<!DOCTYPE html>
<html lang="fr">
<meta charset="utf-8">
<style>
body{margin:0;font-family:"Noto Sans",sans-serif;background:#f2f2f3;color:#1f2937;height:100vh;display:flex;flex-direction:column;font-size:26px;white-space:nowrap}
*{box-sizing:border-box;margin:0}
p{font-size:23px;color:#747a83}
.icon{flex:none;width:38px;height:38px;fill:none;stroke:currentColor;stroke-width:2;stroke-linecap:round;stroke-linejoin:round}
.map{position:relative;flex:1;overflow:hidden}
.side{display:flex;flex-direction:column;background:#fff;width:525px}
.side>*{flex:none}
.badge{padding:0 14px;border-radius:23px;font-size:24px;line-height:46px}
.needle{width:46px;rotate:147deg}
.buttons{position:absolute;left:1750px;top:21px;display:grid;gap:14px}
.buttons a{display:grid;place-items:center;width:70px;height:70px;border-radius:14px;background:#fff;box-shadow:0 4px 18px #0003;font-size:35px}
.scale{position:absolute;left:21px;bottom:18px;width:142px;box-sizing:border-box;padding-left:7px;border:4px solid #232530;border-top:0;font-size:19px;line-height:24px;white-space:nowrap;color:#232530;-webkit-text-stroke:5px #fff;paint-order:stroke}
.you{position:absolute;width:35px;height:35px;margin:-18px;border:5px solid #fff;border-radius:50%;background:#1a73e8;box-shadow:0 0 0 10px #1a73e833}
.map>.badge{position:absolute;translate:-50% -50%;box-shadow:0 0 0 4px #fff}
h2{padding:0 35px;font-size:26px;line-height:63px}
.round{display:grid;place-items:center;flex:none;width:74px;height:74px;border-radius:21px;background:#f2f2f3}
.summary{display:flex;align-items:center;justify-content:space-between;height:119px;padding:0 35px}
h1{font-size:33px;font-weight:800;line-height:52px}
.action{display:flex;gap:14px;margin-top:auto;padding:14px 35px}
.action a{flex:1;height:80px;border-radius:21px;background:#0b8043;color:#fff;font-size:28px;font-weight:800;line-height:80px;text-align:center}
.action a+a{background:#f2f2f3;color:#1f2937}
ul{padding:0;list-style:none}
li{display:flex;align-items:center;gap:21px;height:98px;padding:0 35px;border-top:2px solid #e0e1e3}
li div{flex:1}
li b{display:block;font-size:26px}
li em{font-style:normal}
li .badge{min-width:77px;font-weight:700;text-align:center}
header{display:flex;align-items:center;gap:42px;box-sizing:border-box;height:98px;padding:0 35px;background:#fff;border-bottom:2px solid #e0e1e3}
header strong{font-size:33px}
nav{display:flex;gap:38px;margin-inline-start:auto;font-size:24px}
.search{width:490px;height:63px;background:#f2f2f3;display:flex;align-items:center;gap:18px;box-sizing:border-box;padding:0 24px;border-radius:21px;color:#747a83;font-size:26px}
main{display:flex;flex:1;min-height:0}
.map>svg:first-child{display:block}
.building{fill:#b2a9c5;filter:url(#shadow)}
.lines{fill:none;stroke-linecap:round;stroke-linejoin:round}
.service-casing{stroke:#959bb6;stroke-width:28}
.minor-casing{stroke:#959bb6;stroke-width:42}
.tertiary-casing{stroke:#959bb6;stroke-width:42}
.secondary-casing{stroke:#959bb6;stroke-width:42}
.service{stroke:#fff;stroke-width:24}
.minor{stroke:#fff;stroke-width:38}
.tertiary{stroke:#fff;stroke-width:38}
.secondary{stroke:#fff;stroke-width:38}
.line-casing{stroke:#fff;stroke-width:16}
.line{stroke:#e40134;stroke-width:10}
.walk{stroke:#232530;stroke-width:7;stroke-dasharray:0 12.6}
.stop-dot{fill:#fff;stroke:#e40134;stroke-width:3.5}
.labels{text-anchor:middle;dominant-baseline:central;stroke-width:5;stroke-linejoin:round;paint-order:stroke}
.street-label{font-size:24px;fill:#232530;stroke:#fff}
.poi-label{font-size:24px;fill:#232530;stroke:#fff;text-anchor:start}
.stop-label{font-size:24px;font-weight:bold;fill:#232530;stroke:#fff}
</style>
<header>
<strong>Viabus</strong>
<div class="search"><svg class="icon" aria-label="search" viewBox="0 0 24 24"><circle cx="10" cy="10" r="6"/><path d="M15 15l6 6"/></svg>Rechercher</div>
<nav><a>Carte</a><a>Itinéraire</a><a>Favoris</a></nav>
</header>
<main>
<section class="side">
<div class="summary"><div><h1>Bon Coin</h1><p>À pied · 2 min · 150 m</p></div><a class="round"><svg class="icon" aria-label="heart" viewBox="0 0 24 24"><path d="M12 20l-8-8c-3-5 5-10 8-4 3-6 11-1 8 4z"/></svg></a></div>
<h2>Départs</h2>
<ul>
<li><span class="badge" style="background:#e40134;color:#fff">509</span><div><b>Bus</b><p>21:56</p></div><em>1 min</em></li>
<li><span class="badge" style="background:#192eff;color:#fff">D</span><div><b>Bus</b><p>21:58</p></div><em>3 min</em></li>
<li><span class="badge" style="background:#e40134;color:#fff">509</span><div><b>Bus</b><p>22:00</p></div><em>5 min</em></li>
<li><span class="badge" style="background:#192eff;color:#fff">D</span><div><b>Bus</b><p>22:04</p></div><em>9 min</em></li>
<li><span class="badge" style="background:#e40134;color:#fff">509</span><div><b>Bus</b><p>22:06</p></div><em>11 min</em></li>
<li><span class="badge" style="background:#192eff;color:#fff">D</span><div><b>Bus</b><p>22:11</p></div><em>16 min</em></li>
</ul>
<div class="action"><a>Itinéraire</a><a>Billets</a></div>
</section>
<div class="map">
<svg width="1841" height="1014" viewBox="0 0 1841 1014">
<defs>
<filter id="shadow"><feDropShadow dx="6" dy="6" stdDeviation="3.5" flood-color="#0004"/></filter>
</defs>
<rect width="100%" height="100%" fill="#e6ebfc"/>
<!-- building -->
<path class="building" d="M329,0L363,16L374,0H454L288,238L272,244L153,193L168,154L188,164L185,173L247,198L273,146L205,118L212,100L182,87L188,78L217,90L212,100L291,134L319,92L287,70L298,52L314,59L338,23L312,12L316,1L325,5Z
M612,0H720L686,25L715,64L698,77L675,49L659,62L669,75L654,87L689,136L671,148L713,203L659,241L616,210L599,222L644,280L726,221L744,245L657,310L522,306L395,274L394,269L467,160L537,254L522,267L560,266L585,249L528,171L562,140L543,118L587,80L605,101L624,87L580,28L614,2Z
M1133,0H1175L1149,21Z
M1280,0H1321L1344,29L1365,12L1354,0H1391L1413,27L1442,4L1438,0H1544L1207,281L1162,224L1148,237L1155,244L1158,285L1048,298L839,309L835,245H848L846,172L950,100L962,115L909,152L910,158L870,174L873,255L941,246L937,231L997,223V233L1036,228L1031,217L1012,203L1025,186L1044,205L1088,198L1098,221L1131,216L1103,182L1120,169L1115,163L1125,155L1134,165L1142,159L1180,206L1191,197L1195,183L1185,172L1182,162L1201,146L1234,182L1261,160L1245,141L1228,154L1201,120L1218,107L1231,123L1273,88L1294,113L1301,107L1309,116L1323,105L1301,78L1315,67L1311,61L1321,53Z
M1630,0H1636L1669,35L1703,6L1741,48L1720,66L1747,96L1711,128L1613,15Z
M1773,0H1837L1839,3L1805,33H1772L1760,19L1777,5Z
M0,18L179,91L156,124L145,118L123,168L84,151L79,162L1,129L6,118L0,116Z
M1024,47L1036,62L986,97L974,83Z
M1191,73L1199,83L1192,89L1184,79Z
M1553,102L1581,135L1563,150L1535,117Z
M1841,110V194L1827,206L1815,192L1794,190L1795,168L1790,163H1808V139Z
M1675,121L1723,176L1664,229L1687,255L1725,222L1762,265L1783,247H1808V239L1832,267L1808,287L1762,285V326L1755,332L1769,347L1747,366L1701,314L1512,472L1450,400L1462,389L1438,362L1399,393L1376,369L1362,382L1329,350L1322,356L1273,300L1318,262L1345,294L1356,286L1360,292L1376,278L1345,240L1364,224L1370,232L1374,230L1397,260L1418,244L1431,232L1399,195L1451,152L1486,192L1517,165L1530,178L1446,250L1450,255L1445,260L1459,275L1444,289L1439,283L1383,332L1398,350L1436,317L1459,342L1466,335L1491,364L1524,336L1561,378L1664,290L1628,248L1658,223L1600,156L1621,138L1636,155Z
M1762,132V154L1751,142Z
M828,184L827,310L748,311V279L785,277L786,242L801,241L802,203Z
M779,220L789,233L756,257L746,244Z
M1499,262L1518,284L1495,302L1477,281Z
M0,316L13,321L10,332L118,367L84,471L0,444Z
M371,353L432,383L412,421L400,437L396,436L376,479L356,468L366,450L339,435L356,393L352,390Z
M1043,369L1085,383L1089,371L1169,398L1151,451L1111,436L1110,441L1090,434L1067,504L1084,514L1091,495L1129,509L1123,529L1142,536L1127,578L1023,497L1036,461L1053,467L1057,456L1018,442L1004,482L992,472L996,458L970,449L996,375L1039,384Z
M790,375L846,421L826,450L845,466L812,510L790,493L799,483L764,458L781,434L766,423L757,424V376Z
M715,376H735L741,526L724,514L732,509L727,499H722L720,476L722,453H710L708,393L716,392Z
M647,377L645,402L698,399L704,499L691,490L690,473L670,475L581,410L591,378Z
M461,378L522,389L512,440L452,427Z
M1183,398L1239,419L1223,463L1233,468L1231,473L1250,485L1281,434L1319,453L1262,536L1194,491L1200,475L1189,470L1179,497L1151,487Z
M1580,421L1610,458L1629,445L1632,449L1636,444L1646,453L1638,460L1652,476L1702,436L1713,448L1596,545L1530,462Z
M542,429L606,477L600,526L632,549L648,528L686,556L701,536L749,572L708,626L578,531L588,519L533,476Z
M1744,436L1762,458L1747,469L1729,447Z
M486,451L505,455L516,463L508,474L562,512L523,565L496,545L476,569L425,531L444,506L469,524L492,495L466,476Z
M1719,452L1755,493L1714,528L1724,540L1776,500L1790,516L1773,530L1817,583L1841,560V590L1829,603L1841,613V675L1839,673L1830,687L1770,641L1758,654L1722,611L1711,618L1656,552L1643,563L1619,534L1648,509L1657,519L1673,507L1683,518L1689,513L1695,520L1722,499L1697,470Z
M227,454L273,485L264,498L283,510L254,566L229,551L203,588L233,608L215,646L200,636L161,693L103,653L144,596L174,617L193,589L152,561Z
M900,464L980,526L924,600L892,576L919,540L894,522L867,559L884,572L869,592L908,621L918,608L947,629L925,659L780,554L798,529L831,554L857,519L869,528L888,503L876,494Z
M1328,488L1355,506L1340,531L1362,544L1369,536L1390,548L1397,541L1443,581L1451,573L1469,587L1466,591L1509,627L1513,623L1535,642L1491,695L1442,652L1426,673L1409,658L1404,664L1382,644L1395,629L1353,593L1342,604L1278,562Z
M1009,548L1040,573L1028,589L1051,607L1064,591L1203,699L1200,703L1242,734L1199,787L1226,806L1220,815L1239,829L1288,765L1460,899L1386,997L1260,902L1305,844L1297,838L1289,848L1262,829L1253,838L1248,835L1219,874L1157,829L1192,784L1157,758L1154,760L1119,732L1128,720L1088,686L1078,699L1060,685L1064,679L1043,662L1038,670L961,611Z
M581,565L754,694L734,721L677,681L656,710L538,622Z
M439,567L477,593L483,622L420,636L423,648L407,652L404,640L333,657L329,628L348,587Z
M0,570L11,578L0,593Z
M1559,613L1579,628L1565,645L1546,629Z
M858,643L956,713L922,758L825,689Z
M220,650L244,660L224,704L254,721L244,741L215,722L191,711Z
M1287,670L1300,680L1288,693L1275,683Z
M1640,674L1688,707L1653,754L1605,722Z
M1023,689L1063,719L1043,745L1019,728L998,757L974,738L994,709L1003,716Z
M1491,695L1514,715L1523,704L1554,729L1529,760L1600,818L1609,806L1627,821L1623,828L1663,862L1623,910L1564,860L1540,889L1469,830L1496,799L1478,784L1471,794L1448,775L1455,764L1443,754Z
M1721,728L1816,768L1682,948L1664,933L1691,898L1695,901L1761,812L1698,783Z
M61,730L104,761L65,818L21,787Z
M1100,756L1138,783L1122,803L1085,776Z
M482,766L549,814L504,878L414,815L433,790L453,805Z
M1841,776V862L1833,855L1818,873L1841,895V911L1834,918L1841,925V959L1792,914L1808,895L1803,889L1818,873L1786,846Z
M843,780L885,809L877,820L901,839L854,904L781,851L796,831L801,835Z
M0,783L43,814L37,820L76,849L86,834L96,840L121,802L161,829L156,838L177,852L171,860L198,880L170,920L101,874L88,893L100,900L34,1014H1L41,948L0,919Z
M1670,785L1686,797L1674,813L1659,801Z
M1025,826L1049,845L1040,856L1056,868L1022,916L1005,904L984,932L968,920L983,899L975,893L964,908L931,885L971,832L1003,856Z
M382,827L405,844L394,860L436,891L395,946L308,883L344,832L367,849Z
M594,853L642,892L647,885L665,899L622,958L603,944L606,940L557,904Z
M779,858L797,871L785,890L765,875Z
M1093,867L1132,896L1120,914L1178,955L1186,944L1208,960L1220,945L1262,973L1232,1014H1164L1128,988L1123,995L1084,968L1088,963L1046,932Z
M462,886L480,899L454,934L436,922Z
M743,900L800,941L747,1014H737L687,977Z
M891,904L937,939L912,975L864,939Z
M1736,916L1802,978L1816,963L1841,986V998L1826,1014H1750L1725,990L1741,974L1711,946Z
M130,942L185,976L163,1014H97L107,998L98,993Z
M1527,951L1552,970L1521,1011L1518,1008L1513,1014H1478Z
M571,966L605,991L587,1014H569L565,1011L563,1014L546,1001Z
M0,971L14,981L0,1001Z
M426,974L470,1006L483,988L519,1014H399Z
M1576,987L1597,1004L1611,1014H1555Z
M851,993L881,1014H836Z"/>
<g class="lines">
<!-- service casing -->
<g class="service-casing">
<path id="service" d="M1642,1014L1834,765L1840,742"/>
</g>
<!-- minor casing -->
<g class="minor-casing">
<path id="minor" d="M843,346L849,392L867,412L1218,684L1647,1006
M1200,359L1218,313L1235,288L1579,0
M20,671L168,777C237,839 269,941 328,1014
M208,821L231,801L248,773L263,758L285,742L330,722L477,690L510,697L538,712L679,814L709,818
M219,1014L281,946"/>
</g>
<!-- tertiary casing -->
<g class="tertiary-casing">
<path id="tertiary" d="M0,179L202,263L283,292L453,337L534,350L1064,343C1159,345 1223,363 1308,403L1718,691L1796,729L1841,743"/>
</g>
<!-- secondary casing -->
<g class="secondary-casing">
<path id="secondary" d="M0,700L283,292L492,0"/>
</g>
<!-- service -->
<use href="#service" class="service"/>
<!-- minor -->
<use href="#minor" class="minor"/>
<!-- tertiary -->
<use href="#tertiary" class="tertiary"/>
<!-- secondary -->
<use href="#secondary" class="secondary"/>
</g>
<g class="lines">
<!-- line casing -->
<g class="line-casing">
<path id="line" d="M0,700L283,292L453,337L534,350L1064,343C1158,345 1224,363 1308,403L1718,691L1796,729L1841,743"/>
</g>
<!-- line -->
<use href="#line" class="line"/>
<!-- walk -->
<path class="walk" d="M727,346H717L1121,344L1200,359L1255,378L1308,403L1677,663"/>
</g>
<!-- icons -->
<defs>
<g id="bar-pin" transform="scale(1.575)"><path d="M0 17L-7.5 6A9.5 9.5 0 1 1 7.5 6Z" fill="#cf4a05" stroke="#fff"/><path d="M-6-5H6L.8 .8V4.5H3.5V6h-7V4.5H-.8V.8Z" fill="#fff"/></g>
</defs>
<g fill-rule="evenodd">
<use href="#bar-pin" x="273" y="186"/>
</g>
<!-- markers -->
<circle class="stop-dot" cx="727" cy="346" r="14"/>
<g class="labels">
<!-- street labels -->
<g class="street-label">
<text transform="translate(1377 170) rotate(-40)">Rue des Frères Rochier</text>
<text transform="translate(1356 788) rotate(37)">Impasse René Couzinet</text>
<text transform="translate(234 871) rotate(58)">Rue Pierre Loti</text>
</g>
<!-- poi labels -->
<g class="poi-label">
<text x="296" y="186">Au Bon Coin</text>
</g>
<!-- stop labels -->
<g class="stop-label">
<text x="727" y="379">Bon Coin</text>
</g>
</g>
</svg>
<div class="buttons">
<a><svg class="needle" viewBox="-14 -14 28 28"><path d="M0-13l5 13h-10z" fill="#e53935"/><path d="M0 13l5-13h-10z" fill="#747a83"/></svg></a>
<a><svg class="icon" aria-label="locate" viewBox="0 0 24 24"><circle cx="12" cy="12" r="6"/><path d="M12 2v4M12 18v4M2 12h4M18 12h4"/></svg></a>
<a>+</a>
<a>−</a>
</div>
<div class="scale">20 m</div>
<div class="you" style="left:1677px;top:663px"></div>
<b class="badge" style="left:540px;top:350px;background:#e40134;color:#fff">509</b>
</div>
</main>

****************************************

Task goal: Lines from the records above that hold "rotate" are the ones to list.

Answer to this task:
.needle{width:46px;rotate:147deg}
<text transform="translate(1377 170) rotate(-40)">Rue des Frères Rochier</text>
<text transform="translate(1356 788) rotate(37)">Impasse René Couzinet</text>
<text transform="translate(234 871) rotate(58)">Rue Pierre Loti</text>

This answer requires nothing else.